Padang Pariaman, 23 Mei 2026 – Sekumpulan mahasiswa muda dari Serikat Mahasiswa Muslimin Indonesia (SEMMI) membuktikan bahwa kreativitas, ilmu pengetahuan, dan kepedulian sosial mampu mengubah masalah menjadi peluang besar. Tengku Rafli, Miftahul Jannah, dan Wilda Hisna, yang merupakan kader SEMMI, sukses menciptakan terobosan luar biasa: mengolah limbah bonggol jagung menjadi briket berkualitas tinggi yang kini siap menembus pasar ekspor dunia.
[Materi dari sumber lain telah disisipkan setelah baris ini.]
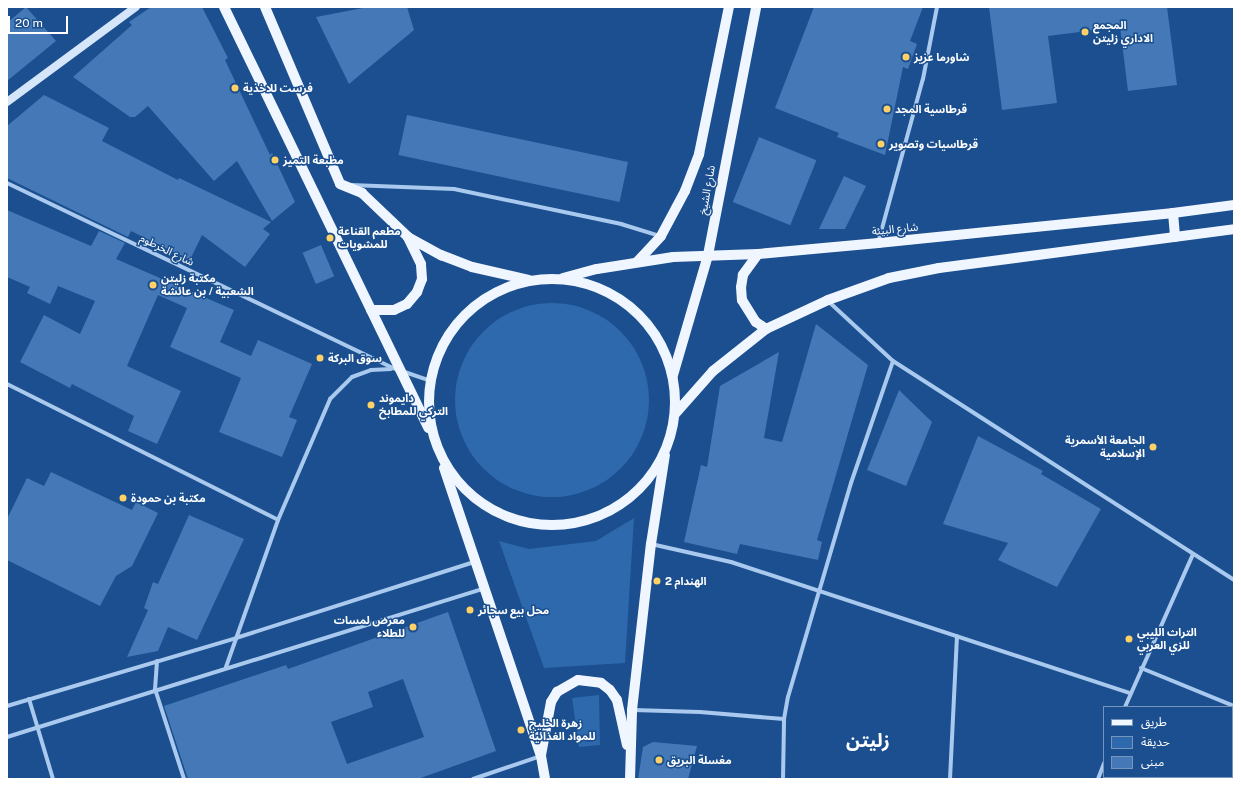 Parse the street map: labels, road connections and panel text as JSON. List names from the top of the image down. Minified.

Siapa sangka, sisa pertanian yang selama ini sering dibuang atau dibakar begitu saja, kini berubah menjadi produk bernilai ekonomi tinggi, ramah lingkungan, dan dicari oleh pasar internasional.
Ide cemerlang ini bermula dari keprihatinan Tengku Rafli selaku Ketua Umum SEMMI Bukittinggi melihat tumpukan limbah bonggol jagung di wilayah Sumatera Barat yang belum terolah dengan baik. Padahal, jumlahnya melimpah setiap kali masa panen tiba. Bersama rekannya, Miftahul Jannah yang menguasai ilmu kimia, dan Wilda Hisna dari bidang agribisnis, mereka bergabung dalam kolaborasi lintas keilmuan untuk menggali potensi tersembunyi dari limbah tersebut.
Melalui serangkaian penelitian dan eksperimen, tim ini akhirnya menemukan formula tepat. Dengan memanfaatkan proses karbonisasi dan teknologi pencetakan modern, bonggol jagung yang kering diubah menjadi briket padat energi. Hasilnya sungguh memuaskan: briket ini memiliki daya bakar yang stabil, tahan lama, menghasilkan panas yang merata, dan yang paling penting—sangat minim asap serta tidak menimbulkan bau menyengat. Karakteristik ini menjadikannya jauh lebih unggul dan ramah lingkungan dibandingkan bahan bakar kayu atau arang konvensional.

“Ini bukan sekadar menciptakan produk, tapi sebuah misi. Kami ingin membuktikan bahwa limbah pertanian bisa diolah menjadi produk bernilai tinggi dan memiliki daya saing internasional. Di balik inovasi ini, ada tujuan mulia: memberdayakan ekonomi masyarakat dan menjaga kelestarian lingkungan,” tegas Tengku Rafli dengan penuh semangat.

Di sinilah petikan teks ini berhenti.